Attributes enable declarative behavior
Attributes are special elements (classes) in the .NET Framework that allow you to augment any structural element of .NET classes and structures with auxiliary information that is not immediately part of the class’s runtime behavior but serves to provide additional information that is either being evaluated by the runtime and the .NET Framework or your own frameworks.
An example for this is the [serializable] attribute, which tells the Serialization framework that it is allowed to serialize a class’s state as-is and using the class metadata for Remoting or persistent storage. If the attribute is not present, the class implementer essentially denies that permission and either provides an own implementation for serialization through the ISerializable interface or does not p ermit serialization and remote marshaling at all.
Types know their Module, Modules know their types
Another strong point of the metadata is that it allows navigating the entire context of a type. A module, reflected by the System.Reflection.Module class, knows all of the types it defines and implements and each types knows its implementing module.
Modules know their Assembly and vice versa
Likewise, all modules know and make their container assembly accessible and the assembly can list all modules it contains.
Code can browse and search its entire context
Finally, the Application Domain (AppDomain) class of the “current” application knows all loaded assemblies, so that you have a full information model about an application’s metadata at any time and from wherever you need it.

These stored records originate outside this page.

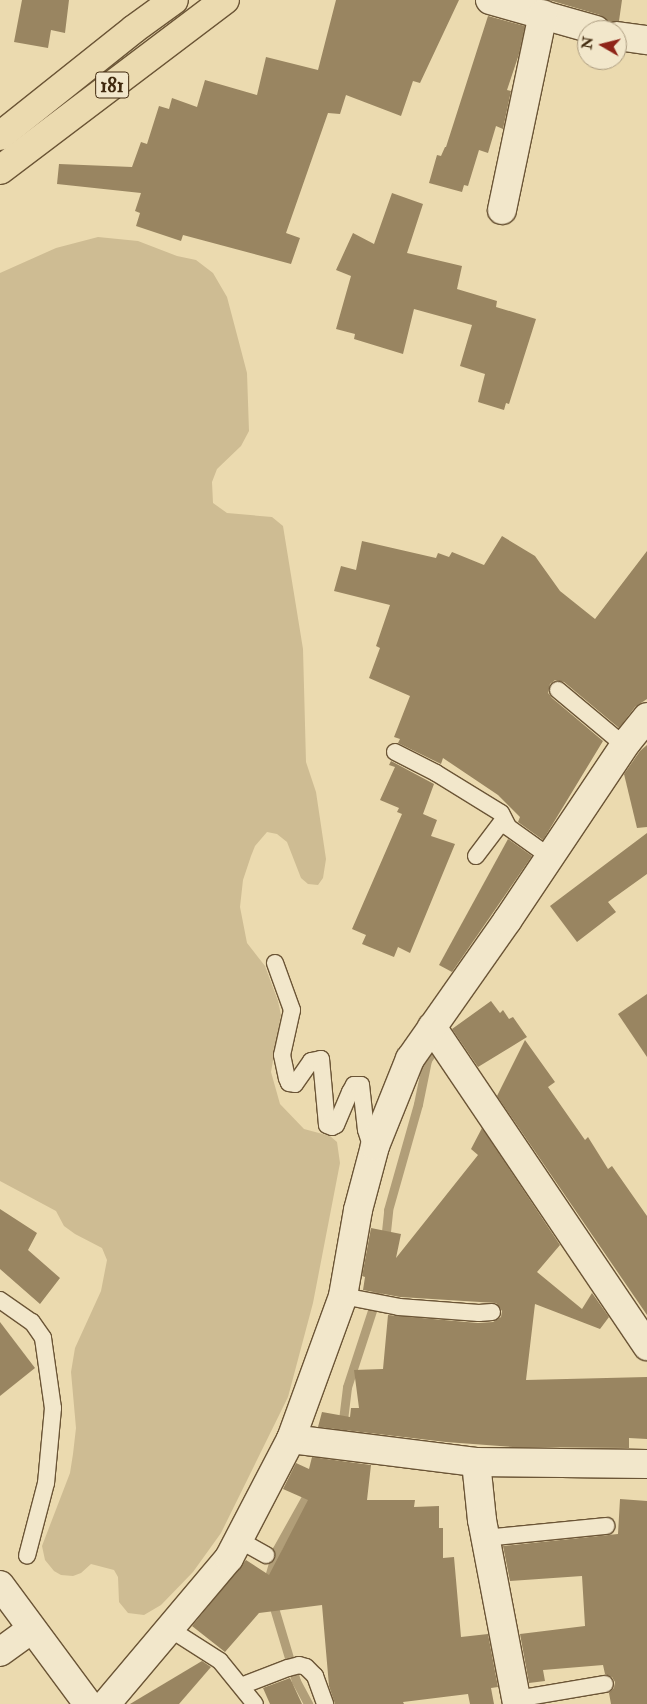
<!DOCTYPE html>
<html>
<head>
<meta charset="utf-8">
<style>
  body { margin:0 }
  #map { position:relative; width:647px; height:1704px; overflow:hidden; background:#ebdaaf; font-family:"IM FELL Double Pica",serif }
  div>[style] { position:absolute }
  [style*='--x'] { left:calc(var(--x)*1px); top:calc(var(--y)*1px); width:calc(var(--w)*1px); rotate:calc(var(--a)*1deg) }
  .green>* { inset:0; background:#cebc93 }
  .stream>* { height:9px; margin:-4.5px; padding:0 4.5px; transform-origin:4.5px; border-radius:4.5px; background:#b19e78 }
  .building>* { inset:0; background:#998561 }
  .roads { filter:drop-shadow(1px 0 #6b5536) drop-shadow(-1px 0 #6b5536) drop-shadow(0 1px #6b5536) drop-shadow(0 -1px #6b5536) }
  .service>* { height:16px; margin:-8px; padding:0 8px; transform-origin:8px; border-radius:8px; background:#f2e7cb }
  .minor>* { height:28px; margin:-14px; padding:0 14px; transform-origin:14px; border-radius:14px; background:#f2e7cb }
  .secondary>* { height:28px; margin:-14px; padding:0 14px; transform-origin:14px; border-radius:14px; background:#f2e7cb }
  .trunk>* { height:28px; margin:-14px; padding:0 14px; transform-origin:14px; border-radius:14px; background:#ebdaaf }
  span { translate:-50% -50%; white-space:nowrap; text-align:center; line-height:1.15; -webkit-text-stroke:5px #f2e7cb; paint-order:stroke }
  .shield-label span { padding:1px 4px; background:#f2e7cb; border:1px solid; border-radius:4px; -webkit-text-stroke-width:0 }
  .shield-label { font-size:20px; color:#40290d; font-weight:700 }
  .north { position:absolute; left:577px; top:20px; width:50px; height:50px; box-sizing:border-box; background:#f2e7cb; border:1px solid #ab9b7f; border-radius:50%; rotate:278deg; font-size:14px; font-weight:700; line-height:20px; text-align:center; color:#40290d }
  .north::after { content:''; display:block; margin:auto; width:18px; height:22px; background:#8f2418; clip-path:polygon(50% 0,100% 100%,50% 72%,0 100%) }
</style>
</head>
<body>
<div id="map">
  <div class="green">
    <div style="clip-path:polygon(98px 237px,138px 241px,177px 256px,196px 260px,213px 273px,227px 297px,241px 350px,247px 373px,249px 431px,241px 446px,217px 469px,212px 482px,213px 503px,227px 513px,272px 517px,283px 526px,303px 649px,306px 762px,316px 792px,326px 859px,323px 878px,318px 885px,308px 884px,301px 878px,287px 842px,277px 834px,267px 832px,255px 846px,251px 856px,243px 880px,240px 907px,247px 943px,265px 966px,278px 1001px,281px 1015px,271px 1072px,280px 1104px,304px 1129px,330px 1136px,337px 1142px,340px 1163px,313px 1303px,288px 1397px,221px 1533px,193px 1572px,161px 1605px,144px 1615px,128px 1613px,119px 1602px,118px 1577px,114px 1570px,91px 1564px,81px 1573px,73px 1576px,61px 1575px,54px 1571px,45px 1560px,42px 1546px,70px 1473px,73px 1454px,76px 1428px,71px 1372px,75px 1348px,101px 1291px,107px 1260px,102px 1248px,75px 1234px,64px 1226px,56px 1211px,0 1181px,0 273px,56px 248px)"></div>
  </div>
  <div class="stream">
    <div style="--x:385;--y:1241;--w:31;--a:-84"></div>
    <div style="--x:388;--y:1210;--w:110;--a:-74.2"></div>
    <div style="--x:418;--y:1104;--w:45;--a:-78.4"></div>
    <div style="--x:427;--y:1060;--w:20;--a:-57"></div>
    <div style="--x:337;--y:1440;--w:13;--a:-67"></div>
    <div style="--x:342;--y:1428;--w:41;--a:-83"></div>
    <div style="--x:347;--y:1387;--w:97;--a:-71.9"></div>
    <div style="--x:377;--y:1295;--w:14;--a:-82"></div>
    <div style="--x:270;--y:1583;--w:6;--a:-99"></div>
    <div style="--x:269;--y:1577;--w:29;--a:-74"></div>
    <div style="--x:277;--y:1549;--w:70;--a:-60.9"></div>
    <div style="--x:272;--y:1601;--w:84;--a:73.3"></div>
    <div style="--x:296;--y:1681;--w:26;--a:62"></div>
  </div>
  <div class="building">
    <div style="clip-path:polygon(22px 0,69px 0,65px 33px,51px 30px,48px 48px,14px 42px)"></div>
    <div style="clip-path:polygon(336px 0,459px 0,420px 83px,413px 81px,401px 116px,346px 95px,340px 114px,328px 113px,286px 233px,300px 238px,291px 264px,183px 235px,181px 241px,136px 226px,140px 213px,135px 211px,141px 193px,57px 184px,59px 164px,132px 167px,141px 142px,147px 144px,159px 106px,169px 109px,172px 98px,197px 107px,205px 80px,257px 95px,266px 57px,318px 70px)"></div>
    <div style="clip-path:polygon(549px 0,622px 0,619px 21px,609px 23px,600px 15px)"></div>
    <div style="clip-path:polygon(488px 16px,525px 26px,519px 54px,507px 90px,511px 91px,503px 129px,496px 126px,488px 153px,479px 150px,468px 186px,464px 185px,462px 192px,429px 183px,437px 155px,441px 156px,445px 147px,446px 147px)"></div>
    <div style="clip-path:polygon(392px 193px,423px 204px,407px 253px,462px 266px,457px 289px,497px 301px,496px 307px,536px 319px,509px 404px,506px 403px,504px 410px,478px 402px,485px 374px,460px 366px,472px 325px,414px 309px,403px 354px,354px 339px,355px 334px,336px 329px,351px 276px,336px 270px,353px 233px,374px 244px)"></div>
    <div style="clip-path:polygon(502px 536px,535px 556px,560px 591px,595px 619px,647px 551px,647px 699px,635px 707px,619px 728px,564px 682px,555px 680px,550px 684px,548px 693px,552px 698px,603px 741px,543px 840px,518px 822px,520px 817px,498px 795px,443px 758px,441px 764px,398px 743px,400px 739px,394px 737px,410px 696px,369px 678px,380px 648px,376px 646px,390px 605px,334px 591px,341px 566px,356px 570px,362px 541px,436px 558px,438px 553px,449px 557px,452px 552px,484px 565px)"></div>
    <div style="clip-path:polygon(647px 745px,647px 827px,637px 828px,624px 774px,640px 751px)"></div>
    <div style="clip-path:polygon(391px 761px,434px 784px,423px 814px,437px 820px,431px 836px,455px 844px,410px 953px,398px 947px,394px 957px,362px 944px,366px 935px,352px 929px,402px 814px,397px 812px,399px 808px,380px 800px,395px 767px,389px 765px)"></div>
    <div style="clip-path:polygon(647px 833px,647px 874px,608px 902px,616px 912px,577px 942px,550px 906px)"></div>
    <div style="clip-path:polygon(508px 839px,532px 856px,452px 972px,439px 965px)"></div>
    <div style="clip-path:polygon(647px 994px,647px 1057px,618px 1014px)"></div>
    <div style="clip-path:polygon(491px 1001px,500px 1013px,503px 1010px,509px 1019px,513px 1017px,527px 1037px,478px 1067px,452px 1029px)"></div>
    <div style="clip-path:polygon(525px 1040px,555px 1082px,548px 1087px,585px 1140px,588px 1137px,608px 1169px,612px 1166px,647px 1216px,647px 1315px,497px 1096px)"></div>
    <div style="clip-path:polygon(482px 1128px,560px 1245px,537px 1272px,582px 1309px,592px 1293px,609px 1317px,600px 1329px,535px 1304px,526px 1380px,647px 1377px,647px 1439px,629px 1438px,629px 1448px,513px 1447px,446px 1442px,318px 1427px,322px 1412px,350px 1417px,351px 1408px,359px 1408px,354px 1370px,383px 1369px,388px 1315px,478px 1323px,493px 1322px,501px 1317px,502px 1311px,496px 1303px,400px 1297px,363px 1290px,365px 1277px,362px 1276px,371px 1228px,401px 1234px,396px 1258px,478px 1155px,471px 1149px)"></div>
    <div style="clip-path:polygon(0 1209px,37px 1233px,28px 1250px,60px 1278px,40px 1304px,0 1269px)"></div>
    <div style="clip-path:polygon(0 1322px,35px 1368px,0 1396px)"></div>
    <div style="clip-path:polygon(312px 1457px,371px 1465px,367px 1500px,415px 1500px,414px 1507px,439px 1506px,439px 1528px,443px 1528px,443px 1558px,454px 1557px,461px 1637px,488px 1634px,498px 1687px,491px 1688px,494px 1704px,470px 1704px,468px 1694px,403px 1702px,404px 1704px,335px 1704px,329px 1686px,322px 1605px,259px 1613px,225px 1652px,192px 1626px,246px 1560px,269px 1575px,308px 1500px,283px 1489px,296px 1463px,309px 1469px)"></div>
    <div style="clip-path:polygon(620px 1499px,647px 1501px,647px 1704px,611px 1704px,609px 1693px,614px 1688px,615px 1682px,612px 1677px,605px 1674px,603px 1665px,543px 1670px,545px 1681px,529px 1683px,520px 1634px,585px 1626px,582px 1576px,510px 1581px,503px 1546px,618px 1534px)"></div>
    <div style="clip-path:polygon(202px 1661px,211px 1667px,179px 1704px,130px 1704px)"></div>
    <div style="clip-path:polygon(290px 1678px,302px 1704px,270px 1704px,263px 1688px)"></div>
  </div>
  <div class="roads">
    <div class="service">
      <div style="--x:558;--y:690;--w:87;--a:39.9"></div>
      <div style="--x:395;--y:752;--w:46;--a:27.1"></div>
      <div style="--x:436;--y:773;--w:76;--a:31.6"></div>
      <div style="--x:501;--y:813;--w:16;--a:63"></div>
      <div style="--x:508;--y:827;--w:52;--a:35.5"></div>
      <div style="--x:476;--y:856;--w:46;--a:-52.9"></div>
      <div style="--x:275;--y:963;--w:50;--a:70.1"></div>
      <div style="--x:292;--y:1010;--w:46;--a:102.5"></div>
      <div style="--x:282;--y:1055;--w:24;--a:78"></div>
      <div style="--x:287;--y:1078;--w:5;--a:68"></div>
      <div style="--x:289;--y:1083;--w:6;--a:9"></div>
      <div style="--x:295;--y:1084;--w:28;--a:-55"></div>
      <div style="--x:311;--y:1061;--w:10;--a:-11"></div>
      <div style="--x:321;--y:1059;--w:66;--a:84.8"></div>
      <div style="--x:327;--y:1125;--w:5;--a:22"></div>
      <div style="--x:332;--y:1127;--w:4;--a:-27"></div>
      <div style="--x:336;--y:1125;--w:36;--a:-67"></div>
      <div style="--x:350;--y:1092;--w:8;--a:-60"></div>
      <div style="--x:354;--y:1085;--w:7;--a:0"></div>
      <div style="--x:361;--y:1085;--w:45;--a:83.7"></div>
      <div style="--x:366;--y:1130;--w:23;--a:72"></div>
      <div style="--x:343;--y:1296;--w:57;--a:11.1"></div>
      <div style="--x:399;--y:1307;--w:80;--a:4.3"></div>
      <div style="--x:479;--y:1313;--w:13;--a:-4"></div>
      <div style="--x:0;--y:1300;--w:39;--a:35"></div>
      <div style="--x:32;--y:1322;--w:19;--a:55"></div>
      <div style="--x:43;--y:1338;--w:71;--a:81.9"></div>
      <div style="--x:53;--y:1408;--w:75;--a:95.3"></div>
      <div style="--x:46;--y:1483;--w:75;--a:104.6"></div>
      <div style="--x:485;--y:1538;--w:122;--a:-5.7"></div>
      <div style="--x:239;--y:1540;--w:31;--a:29"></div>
      <div style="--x:170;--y:1629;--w:59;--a:32.6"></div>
      <div style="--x:220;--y:1661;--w:55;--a:50.9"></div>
      <div style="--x:241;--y:1686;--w:50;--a:-21"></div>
      <div style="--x:288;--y:1668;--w:11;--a:-15"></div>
      <div style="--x:299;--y:1665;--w:7;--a:16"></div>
      <div style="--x:306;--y:1667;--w:13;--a:45"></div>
      <div style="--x:315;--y:1676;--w:30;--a:70"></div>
      <div style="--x:516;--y:1699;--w:90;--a:-9.6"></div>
    </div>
    <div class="minor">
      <div style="--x:490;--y:0;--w:110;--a:15.8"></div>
      <div style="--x:617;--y:36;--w:30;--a:8"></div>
      <div style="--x:502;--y:210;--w:200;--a:-78.2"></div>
      <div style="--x:432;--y:1027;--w:385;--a:56"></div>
      <div style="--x:291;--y:1439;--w:186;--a:7.1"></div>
      <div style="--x:476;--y:1462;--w:171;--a:0.7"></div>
      <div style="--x:476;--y:1462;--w:58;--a:84.1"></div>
      <div style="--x:482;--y:1520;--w:187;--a:79.2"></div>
      <div style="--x:0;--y:1652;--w:39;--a:-36"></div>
      <div style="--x:106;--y:1704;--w:191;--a:-49.9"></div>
      <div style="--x:229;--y:1558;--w:134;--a:-62.5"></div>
      <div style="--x:291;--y:1439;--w:152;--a:-70"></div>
      <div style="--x:343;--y:1296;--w:87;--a:-80.1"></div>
      <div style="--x:358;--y:1210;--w:66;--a:-75.1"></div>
      <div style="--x:375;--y:1146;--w:94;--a:-68.1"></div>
      <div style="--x:410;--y:1059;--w:169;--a:-54.9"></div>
      <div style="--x:507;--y:921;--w:216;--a:-56.2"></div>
      <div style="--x:627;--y:742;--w:32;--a:-51"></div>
    </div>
    <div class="secondary">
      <div style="--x:0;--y:1585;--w:148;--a:53.5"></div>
    </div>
    <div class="trunk">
      <div style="--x:0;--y:136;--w:171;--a:-38.6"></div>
      <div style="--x:134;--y:29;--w:49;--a:-35.9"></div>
      <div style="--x:0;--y:170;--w:282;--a:-37.1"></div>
    </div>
  </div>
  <div class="shield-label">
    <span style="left:112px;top:85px">181</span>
  </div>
  <div class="north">N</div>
</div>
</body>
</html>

Reflection = System.Type + GetType()
At the heart of Reflection are the method GetType() that is available on each and every object in .NET and the System.Type class that it returns. If you could only remember a single thing about Reflection, this should be it.

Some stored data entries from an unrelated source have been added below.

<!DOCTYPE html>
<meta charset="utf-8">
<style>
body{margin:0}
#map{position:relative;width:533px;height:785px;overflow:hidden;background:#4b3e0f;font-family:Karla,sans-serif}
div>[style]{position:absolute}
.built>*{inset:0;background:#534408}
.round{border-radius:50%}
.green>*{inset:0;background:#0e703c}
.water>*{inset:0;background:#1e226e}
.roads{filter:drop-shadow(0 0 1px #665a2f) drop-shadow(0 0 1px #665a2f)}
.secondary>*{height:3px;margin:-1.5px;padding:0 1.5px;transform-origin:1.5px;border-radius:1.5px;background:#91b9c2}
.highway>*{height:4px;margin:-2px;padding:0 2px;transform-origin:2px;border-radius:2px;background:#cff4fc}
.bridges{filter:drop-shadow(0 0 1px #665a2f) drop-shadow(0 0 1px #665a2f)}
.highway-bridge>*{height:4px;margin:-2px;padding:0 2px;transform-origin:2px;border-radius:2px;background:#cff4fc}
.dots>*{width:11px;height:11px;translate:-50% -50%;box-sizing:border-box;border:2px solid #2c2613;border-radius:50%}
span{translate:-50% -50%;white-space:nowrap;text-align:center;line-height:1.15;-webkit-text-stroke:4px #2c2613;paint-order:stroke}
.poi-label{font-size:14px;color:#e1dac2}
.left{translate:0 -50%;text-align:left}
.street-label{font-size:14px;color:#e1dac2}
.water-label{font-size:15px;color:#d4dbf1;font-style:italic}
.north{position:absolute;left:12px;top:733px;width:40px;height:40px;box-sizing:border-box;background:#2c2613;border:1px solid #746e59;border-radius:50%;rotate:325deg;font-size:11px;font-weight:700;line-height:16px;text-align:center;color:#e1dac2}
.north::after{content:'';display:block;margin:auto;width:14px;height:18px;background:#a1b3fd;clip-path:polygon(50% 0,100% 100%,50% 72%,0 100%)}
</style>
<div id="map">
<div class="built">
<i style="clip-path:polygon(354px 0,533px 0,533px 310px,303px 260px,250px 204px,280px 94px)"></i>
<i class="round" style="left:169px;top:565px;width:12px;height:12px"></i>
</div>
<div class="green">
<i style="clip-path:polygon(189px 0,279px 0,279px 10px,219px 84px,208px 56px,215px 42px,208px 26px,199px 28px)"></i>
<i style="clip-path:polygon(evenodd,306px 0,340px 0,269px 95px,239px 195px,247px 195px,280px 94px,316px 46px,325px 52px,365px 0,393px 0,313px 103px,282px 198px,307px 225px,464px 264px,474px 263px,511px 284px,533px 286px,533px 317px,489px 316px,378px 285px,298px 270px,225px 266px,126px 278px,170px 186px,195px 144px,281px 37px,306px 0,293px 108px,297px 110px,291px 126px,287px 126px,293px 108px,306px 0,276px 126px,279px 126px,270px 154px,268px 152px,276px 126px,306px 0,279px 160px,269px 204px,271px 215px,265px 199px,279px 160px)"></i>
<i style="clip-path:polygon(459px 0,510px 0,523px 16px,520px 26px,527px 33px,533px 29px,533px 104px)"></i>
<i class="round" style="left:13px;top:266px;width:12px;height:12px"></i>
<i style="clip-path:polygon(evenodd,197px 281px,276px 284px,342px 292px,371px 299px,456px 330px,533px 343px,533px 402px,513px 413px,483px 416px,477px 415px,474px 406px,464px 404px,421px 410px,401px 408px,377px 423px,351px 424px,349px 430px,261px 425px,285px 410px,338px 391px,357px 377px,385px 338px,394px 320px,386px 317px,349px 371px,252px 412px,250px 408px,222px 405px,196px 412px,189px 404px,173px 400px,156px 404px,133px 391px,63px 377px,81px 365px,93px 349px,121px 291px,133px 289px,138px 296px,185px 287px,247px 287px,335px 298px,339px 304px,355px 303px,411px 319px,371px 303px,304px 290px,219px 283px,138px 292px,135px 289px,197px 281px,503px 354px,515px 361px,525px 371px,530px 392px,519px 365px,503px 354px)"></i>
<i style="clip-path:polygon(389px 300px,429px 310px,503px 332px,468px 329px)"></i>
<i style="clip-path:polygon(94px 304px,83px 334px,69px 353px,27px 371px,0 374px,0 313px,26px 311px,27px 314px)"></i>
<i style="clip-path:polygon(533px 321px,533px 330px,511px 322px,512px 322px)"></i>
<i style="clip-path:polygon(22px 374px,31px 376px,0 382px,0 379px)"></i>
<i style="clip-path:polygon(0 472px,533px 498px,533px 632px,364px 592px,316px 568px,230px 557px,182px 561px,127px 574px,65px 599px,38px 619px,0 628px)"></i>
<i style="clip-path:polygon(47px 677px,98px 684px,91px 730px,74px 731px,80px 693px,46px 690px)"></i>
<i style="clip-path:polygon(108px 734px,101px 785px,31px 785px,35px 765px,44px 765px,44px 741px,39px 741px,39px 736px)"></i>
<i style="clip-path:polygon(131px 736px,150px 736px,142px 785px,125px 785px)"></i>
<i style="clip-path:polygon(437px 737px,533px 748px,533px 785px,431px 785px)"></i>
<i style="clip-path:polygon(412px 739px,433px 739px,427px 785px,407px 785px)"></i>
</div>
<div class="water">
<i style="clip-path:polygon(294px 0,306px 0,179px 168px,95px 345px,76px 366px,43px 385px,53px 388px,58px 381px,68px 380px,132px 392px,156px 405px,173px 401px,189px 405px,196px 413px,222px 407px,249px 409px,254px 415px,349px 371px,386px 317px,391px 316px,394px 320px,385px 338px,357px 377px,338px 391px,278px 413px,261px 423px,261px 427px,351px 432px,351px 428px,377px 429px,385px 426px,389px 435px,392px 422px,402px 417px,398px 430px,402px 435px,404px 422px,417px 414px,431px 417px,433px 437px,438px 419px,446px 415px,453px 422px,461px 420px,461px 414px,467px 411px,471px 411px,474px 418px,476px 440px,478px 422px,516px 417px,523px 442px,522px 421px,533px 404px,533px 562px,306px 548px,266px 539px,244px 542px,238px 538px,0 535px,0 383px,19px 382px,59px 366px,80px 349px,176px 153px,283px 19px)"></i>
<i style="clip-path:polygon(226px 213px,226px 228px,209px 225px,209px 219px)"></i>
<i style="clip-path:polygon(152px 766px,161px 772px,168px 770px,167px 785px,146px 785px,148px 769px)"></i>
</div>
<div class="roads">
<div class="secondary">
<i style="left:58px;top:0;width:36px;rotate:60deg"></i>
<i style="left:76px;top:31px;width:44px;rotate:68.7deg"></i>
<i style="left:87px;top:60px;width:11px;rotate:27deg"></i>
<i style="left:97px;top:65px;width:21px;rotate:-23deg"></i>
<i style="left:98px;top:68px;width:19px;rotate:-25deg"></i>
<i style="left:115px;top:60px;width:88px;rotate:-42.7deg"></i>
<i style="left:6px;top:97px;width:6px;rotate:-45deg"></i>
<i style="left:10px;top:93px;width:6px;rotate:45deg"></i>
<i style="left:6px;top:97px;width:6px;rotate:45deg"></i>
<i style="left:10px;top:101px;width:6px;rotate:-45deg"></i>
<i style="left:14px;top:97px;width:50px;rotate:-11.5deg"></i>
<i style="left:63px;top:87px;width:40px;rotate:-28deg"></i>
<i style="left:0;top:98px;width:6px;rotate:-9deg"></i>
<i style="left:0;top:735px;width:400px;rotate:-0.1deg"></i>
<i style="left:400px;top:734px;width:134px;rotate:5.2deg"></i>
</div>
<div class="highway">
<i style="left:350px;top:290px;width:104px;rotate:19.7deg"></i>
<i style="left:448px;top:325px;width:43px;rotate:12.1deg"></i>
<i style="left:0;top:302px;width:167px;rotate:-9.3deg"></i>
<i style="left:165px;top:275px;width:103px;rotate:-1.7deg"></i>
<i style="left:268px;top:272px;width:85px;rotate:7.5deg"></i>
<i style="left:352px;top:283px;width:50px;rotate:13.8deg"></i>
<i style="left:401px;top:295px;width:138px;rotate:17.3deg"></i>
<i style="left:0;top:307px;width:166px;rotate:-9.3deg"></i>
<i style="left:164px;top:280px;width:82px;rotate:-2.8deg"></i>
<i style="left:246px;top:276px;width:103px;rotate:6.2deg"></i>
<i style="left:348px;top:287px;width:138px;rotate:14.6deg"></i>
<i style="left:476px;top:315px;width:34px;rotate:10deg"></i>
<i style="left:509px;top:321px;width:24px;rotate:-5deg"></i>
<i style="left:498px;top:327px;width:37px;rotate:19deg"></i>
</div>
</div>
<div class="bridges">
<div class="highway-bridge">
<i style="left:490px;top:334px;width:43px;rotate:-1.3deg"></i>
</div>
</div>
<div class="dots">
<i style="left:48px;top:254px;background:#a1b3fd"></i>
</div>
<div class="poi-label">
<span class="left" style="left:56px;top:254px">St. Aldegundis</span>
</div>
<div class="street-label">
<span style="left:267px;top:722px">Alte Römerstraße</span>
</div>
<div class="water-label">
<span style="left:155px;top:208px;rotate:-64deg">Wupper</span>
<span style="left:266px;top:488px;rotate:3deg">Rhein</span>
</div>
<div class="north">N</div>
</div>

Explore Type Information for everything at Runtime
The System.Type class and the additional classes in the System.Reflection namespace that accessible through it let you explore every structural element of .Net applications at runtime without extra effort at development or compile time.
Enables Attribute-driven programming
Reflection also enables the powerful Attribute-driven programming model that lets you add declarative behavior to code.
Use Emit Classes to Produce .NET Assemblies
You can use the System.Reflection.Emit namespace classes to create .NET Assemblies in much the same way as the .NET toolsets do it.
Bottom line: Fully Self-Contained Structural Model
To sum it all up: With Reflection, .NET provides and contains an entirely self-describing and self-contained structural model that does not require any external tools to create .NET compliant components.